Structure of ValueObjects for this function:

  • t_name: string of table name

  • c_name: list of column names.

    • row = True, list is all columns in this table

    • row = False, list is one item – column of cell that matched query_object

  • value:

    • row = True, list of whole row where a cell matches query_object

    • row = False, value of the cell that matches query_object

  • row_num: row number of the cell that matched

  • type:

    • row = True, ‘row’

    • row = False, ‘cell’

find_column(query_object, range=False)

Function that finds all columns whose name matches the query_object. This includes any partial hits if the query_object is part of a column name

query_object: Object to find in all column names. HAS TO BE A STRING

range: default is False. If True, min/max of a numerical column that matches query_object is included, not column data.

return: List of ValueObjects if there is a match.

Structure of ValueObjects for this function:

  • t_name: string of table name

  • c_name: list of one, which is the name of the matching column

  • value:

    • range = True, [min, max] of the column

    • range = False, column data as a list

  • row_num: None

  • type:

    • range = True, ‘range’

    • range = False, ‘column’

find_table(query_object)

Function that finds all tables whose name matches the query_object. This includes any partial hits if the query_object is part of a table name

query_object: Object to find in all table names. HAS TO BE A STRING

return: List of ValueObjects if there is a match.

Structure of ValueObjects for this function:
  • t_name: string of table name

  • c_name: list of all columns in matching table

  • value: table’s data as a list of lists (each row is a list)

  • row_num: None

  • type: ‘table’

ingest_artifacts(collection, isVerbose=False)

Primary function to ingest a collection of tables into the defined SQLite database.

Creates the auto generated runTable if flag set to True when setting up a Core.Terminal workflow Creates dsi_units table if there are units for ingested data values.

Can only be called if a SQLite database is loaded as a BACK-WRITE backend (check core.py for distinction)

collection: A Python Collection of several tables and their data structured as a nested Ordered Dictionary.

isVerbose: default is False. Flag to print all insert table SQLite statements

return: None when stable ingesting. When errors occur, returns a tuple of (ErrorType, error message). Ex: (ValueError, “this is an error”)

ingest_table_helper(types, foreign_query=None, isVerbose=False)

Users do not interact with this function and should ignore it. Called within ingest_artifacts()

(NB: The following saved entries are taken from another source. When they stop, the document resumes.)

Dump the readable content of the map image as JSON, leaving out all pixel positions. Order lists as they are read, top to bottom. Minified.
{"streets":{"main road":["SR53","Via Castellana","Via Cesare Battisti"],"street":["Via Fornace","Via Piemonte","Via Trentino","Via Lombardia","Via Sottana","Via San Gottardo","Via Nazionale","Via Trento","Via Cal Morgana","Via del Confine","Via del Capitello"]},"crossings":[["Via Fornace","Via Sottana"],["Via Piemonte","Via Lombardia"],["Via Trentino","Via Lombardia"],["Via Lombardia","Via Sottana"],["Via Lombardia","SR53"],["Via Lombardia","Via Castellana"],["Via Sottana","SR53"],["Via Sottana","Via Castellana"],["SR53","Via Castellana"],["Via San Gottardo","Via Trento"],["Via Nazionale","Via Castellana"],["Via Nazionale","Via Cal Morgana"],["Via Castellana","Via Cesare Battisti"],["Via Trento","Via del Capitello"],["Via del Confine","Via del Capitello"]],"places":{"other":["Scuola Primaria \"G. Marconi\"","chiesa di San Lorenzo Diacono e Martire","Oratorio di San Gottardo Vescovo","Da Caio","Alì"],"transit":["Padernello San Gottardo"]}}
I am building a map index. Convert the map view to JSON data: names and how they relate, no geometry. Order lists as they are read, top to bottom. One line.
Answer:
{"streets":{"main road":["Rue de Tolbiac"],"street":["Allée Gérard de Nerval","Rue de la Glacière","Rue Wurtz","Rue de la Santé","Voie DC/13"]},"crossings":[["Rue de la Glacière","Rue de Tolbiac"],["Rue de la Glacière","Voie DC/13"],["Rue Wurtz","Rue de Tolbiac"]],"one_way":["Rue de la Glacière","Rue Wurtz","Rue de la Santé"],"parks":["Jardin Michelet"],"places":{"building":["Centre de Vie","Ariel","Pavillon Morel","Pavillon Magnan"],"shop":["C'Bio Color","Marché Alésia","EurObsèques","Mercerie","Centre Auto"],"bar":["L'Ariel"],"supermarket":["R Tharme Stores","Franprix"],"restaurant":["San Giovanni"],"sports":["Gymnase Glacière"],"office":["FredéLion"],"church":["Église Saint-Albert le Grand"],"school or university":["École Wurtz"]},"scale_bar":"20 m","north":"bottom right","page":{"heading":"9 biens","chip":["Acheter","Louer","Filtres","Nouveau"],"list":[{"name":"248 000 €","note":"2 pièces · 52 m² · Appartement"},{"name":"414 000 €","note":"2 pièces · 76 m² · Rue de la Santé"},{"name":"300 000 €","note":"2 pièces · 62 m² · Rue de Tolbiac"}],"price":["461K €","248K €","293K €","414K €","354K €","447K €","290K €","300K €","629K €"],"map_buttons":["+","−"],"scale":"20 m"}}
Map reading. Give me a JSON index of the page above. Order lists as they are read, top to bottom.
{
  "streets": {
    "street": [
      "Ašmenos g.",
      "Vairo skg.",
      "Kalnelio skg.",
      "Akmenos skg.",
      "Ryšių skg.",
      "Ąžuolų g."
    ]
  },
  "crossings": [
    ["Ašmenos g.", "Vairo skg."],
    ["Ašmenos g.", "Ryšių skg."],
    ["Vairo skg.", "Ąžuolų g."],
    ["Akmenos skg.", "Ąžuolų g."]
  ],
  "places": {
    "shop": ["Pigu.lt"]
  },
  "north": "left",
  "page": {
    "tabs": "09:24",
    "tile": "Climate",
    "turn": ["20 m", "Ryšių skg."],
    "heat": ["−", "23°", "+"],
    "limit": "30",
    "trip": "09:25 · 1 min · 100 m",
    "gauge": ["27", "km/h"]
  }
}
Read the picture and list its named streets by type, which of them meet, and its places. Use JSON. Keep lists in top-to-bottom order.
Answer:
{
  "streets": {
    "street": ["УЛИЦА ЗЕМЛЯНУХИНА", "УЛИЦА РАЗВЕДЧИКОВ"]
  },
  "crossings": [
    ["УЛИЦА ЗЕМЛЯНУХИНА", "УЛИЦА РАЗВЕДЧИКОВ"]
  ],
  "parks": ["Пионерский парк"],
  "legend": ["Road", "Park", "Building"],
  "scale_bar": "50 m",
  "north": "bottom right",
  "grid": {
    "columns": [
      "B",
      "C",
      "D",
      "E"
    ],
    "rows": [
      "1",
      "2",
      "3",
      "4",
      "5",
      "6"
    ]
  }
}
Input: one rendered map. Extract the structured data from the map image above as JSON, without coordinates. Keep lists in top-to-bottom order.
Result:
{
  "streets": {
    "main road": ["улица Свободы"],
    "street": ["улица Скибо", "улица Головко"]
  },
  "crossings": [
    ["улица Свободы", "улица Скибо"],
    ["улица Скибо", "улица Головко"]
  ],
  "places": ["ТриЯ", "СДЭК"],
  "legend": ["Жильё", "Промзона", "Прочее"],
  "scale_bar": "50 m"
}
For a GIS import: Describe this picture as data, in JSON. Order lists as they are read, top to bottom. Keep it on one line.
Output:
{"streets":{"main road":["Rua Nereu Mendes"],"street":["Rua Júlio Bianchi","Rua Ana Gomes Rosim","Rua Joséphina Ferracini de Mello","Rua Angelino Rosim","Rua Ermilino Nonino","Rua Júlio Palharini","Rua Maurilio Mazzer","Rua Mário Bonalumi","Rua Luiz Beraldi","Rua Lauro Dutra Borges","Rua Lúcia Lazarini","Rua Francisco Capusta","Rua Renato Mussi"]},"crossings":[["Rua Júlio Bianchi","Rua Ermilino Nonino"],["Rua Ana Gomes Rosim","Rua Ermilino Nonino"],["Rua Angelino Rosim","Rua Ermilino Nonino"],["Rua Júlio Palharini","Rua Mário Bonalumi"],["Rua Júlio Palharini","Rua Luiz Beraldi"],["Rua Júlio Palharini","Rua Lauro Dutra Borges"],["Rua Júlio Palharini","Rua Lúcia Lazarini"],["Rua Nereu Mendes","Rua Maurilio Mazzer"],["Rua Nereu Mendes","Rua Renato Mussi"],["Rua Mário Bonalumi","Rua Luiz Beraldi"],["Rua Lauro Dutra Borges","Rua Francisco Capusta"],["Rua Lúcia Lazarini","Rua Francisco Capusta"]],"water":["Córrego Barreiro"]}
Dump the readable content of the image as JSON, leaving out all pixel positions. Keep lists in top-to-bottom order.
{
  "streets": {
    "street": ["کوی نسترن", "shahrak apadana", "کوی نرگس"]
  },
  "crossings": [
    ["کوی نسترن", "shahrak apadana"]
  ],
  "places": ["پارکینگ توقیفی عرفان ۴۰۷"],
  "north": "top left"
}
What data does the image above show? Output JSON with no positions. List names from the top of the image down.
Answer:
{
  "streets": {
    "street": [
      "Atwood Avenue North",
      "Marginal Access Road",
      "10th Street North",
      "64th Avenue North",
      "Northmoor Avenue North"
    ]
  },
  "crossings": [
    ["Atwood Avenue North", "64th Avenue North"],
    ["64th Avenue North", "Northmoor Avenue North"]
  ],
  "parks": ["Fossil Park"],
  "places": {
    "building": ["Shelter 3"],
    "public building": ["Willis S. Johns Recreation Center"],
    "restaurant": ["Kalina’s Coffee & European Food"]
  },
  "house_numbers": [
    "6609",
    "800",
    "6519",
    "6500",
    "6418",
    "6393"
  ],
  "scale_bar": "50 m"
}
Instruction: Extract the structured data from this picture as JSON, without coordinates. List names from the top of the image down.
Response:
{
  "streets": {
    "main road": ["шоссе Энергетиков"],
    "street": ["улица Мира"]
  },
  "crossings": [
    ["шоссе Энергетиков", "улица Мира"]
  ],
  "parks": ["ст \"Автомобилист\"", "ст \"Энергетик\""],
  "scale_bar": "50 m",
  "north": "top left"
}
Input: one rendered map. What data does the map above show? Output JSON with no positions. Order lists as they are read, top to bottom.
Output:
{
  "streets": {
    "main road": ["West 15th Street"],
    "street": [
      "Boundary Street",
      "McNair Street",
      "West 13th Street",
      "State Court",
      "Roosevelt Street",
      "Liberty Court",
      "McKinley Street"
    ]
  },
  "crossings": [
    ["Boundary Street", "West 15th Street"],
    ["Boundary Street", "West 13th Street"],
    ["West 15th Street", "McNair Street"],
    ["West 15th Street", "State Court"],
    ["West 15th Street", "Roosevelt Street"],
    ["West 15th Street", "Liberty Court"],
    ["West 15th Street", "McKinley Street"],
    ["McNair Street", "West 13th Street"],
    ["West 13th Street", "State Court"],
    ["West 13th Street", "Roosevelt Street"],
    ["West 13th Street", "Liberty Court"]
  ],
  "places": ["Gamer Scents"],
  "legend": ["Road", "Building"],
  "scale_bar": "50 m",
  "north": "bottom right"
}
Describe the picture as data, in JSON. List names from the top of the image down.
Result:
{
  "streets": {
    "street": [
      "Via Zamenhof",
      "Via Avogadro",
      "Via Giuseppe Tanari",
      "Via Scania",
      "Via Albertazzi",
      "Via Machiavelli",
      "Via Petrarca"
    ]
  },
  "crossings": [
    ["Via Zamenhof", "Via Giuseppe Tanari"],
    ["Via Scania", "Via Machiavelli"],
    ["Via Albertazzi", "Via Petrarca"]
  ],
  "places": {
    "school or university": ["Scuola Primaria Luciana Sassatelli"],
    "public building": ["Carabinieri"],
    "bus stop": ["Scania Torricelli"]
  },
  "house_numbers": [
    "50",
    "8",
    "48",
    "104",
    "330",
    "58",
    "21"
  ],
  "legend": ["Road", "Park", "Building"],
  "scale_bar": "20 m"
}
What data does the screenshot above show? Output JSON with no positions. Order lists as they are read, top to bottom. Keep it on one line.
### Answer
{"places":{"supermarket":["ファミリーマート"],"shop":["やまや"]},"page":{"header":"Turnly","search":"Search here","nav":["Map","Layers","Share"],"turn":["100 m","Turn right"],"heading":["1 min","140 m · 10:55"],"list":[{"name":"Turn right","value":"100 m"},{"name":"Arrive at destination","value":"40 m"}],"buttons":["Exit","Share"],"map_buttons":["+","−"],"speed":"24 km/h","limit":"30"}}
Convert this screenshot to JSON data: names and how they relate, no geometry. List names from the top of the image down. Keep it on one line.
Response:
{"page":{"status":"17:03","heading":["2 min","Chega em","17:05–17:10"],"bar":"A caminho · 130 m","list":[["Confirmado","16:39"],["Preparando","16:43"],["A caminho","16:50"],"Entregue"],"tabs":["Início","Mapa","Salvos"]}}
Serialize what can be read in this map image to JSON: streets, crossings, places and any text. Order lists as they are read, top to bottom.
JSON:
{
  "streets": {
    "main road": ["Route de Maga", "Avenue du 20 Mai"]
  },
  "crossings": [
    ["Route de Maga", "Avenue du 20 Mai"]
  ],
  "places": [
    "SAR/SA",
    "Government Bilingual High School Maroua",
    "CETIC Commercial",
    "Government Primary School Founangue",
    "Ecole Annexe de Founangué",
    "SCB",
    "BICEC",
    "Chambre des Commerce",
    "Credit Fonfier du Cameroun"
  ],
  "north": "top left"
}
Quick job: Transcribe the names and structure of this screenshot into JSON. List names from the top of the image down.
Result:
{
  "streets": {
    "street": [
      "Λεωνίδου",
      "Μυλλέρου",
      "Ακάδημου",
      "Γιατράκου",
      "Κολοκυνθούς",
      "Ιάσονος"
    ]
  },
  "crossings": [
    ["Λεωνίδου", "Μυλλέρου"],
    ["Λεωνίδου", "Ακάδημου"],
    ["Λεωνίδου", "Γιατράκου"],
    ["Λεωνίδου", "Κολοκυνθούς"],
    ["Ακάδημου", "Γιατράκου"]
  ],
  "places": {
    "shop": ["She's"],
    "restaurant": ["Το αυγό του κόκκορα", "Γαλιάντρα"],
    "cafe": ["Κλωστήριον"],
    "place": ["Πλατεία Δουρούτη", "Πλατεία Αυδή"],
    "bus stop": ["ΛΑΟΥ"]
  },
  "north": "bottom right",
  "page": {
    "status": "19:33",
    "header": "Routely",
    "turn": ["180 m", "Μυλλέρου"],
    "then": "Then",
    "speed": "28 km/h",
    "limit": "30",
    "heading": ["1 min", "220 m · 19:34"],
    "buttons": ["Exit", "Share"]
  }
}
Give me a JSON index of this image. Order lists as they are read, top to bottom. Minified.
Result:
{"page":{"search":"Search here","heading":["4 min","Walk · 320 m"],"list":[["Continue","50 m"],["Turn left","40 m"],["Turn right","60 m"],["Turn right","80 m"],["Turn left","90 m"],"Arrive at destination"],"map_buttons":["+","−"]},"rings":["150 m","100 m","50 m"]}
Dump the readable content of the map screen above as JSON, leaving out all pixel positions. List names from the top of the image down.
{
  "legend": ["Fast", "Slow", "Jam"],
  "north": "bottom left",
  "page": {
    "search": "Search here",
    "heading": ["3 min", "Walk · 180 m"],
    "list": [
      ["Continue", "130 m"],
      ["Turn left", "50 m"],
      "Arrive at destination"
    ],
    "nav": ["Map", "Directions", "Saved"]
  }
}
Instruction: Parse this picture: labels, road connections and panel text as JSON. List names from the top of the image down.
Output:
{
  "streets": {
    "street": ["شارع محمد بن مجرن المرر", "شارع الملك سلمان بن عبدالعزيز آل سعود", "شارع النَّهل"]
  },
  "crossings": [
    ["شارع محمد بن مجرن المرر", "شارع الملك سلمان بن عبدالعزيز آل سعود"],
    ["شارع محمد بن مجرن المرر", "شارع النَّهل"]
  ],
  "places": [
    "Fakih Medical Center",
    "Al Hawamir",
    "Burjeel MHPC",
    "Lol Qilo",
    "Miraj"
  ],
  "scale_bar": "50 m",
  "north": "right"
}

Helper function to create SQLite table based on a passed in schema.

types: DataType derived class that defines the string name, properties (dictionary of table names and table data), and units for each column in the schema.

foreign_query: defaut is None. It is a SQLite string detailing the foreign keys in this table

isVerbose: default is False. Flag to print all create table SQLite statements

return: none

list()

Return a list of all tables and their dimensions from this SQLite backend

notebook(interactive=False)

Generates a Jupyter notebook displaying all the data in the specified SQLite database.

To account for multiple tables, the database is stored as a list of dataframes, where each table is a dataframe.

If database has table relations, it is stored as a separate dataframe. If database has a units table, each table’s units are stored in its corresponding dataframe attrs variable

interactive: default is False. When set to True, creates an interactive Jupyter notebook, otherwise creates an HTML file.

return: None

num_tables()

Prints number of tables in this backend

process_artifacts(only_units_relations=False, isVerbose=False)

Reads in data from the SQLite database into a nested Ordered Dictionary, where keys are table names and values are Ordered Dictionary of table data. If there are PK/FK relations in a database it is stored in a table called dsi_relations.

Can only be called if a loaded SQLite database is a BACK-READ backend in a Core.Terminal workflow (check core.py for distinction)

only_units_relations: default is False. USERS SHOULD IGNORE THIS FLAG. Used by an internal sqlite.py function.

isVerbose: default is False. When set to True, prints all SQLite queries to select data and store in abstraction

return: Nested Ordered Dictionary of all data from the SQLite database

process_units_helper()

Users do not interact with this function and should ignore it. Called within process_artifacts()

Helper function to create the SQLite database’s units table as an Ordered Dictionary. Only called if dsi_units table exists in the database.

return: units table as an Ordered Dictionary

put_artifacts_t(collection, tableName='TABLENAME', isVerbose=False)

DSI 1.0 FUNCTIONALITY - DEPRECATING SOON, DO NOT USE

Primary class for insertion of collection of Artifacts metadata into a defined schema, with a table passthrough

collection: A Python Collection of an Artifact derived class that has multiple regular structures of a defined schema, filled with rows to insert.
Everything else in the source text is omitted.